When you transcribe the records that follow, reproduce each line exactly as given.

-.-.-

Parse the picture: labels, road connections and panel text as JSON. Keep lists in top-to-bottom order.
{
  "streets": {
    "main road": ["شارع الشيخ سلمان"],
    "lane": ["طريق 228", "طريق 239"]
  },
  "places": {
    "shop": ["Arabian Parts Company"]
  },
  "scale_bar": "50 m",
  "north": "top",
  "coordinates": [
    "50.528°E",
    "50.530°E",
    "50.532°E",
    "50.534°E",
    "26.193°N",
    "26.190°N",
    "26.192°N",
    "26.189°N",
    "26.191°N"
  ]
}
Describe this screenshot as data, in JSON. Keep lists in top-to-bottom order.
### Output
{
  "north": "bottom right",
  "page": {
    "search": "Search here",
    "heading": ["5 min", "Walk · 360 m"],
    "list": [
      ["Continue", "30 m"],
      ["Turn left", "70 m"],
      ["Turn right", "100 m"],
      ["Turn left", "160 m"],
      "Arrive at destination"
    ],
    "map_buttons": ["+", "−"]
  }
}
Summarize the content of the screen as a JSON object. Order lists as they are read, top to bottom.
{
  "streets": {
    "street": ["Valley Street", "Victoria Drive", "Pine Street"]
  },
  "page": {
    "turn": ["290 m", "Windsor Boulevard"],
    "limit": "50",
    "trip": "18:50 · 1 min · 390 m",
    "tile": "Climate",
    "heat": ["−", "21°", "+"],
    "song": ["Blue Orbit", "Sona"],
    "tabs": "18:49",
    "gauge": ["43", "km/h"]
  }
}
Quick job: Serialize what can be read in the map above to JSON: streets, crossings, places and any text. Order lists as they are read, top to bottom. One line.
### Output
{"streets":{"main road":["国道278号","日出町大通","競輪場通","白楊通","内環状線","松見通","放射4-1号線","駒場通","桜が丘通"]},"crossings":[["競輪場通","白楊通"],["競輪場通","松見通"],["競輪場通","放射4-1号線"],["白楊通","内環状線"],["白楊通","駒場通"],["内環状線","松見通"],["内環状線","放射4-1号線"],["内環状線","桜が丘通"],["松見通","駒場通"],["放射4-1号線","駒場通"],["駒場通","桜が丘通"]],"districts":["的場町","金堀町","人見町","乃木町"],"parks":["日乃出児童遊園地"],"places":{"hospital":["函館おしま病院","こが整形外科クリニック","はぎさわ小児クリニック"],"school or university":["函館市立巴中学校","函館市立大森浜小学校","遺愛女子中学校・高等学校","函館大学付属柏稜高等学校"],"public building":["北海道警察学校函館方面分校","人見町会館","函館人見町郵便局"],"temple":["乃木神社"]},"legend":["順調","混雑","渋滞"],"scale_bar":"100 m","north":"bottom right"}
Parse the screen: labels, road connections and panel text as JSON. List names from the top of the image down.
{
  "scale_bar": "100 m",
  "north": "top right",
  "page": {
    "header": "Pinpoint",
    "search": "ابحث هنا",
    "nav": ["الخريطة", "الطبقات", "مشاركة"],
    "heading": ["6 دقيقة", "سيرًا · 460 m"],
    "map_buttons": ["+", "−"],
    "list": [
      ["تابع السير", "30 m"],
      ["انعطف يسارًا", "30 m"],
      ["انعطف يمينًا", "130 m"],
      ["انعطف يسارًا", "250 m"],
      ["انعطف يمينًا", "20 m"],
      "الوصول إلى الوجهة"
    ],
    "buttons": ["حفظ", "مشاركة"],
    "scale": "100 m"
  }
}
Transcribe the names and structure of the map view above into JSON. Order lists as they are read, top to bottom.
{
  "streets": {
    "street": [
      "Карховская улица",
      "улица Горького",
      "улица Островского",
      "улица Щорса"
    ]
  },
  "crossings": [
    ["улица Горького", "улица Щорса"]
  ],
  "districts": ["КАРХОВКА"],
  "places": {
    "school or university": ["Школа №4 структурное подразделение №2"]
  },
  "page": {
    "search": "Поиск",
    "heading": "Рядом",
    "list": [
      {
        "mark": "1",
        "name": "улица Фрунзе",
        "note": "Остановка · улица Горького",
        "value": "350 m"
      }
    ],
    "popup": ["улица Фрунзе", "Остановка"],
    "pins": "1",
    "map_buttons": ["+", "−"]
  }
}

-.-.-

EXERCISE SOLUTION:
Parse the picture: labels, road connections and panel text as JSON. Keep lists in top-to-bottom order.
{
  "streets": {
    "main road": ["شارع الشيخ سلمان"],
    "lane": ["طريق 228", "طريق 239"]
  },
  "places": {
    "shop": ["Arabian Parts Company"]
  },
  "scale_bar": "50 m",
  "north": "top",
  "coordinates": [
    "50.528°E",
    "50.530°E",
    "50.532°E",
    "50.534°E",
    "26.193°N",
    "26.190°N",
    "26.192°N",
    "26.189°N",
    "26.191°N"
  ]
}
Describe this screenshot as data, in JSON. Keep lists in top-to-bottom order.
### Output
{
  "north": "bottom right",
  "page": {
    "search": "Search here",
    "heading": ["5 min", "Walk · 360 m"],
    "list": [
      ["Continue", "30 m"],
      ["Turn left", "70 m"],
      ["Turn right", "100 m"],
      ["Turn left", "160 m"],
      "Arrive at destination"
    ],
    "map_buttons": ["+", "−"]
  }
}
Summarize the content of the screen as a JSON object. Order lists as they are read, top to bottom.
{
  "streets": {
    "street": ["Valley Street", "Victoria Drive", "Pine Street"]
  },
  "page": {
    "turn": ["290 m", "Windsor Boulevard"],
    "limit": "50",
    "trip": "18:50 · 1 min · 390 m",
    "tile": "Climate",
    "heat": ["−", "21°", "+"],
    "song": ["Blue Orbit", "Sona"],
    "tabs": "18:49",
    "gauge": ["43", "km/h"]
  }
}
Quick job: Serialize what can be read in the map above to JSON: streets, crossings, places and any text. Order lists as they are read, top to bottom. One line.
### Output
{"streets":{"main road":["国道278号","日出町大通","競輪場通","白楊通","内環状線","松見通","放射4-1号線","駒場通","桜が丘通"]},"crossings":[["競輪場通","白楊通"],["競輪場通","松見通"],["競輪場通","放射4-1号線"],["白楊通","内環状線"],["白楊通","駒場通"],["内環状線","松見通"],["内環状線","放射4-1号線"],["内環状線","桜が丘通"],["松見通","駒場通"],["放射4-1号線","駒場通"],["駒場通","桜が丘通"]],"districts":["的場町","金堀町","人見町","乃木町"],"parks":["日乃出児童遊園地"],"places":{"hospital":["函館おしま病院","こが整形外科クリニック","はぎさわ小児クリニック"],"school or university":["函館市立巴中学校","函館市立大森浜小学校","遺愛女子中学校・高等学校","函館大学付属柏稜高等学校"],"public building":["北海道警察学校函館方面分校","人見町会館","函館人見町郵便局"],"temple":["乃木神社"]},"legend":["順調","混雑","渋滞"],"scale_bar":"100 m","north":"bottom right"}
Parse the screen: labels, road connections and panel text as JSON. List names from the top of the image down.
{
  "scale_bar": "100 m",
  "north": "top right",
  "page": {
    "header": "Pinpoint",
    "search": "ابحث هنا",
    "nav": ["الخريطة", "الطبقات", "مشاركة"],
    "heading": ["6 دقيقة", "سيرًا · 460 m"],
    "map_buttons": ["+", "−"],
    "list": [
      ["تابع السير", "30 m"],
      ["انعطف يسارًا", "30 m"],
      ["انعطف يمينًا", "130 m"],
      ["انعطف يسارًا", "250 m"],
      ["انعطف يمينًا", "20 m"],
      "الوصول إلى الوجهة"
    ],
    "buttons": ["حفظ", "مشاركة"],
    "scale": "100 m"
  }
}
Transcribe the names and structure of the map view above into JSON. Order lists as they are read, top to bottom.
{
  "streets": {
    "street": [
      "Карховская улица",
      "улица Горького",
      "улица Островского",
      "улица Щорса"
    ]
  },
  "crossings": [
    ["улица Горького", "улица Щорса"]
  ],
  "districts": ["КАРХОВКА"],
  "places": {
    "school or university": ["Школа №4 структурное подразделение №2"]
  },
  "page": {
    "search": "Поиск",
    "heading": "Рядом",
    "list": [
      {
        "mark": "1",
        "name": "улица Фрунзе",
        "note": "Остановка · улица Горького",
        "value": "350 m"
      }
    ],
    "popup": ["улица Фрунзе", "Остановка"],
    "pins": "1",
    "map_buttons": ["+", "−"]
  }
}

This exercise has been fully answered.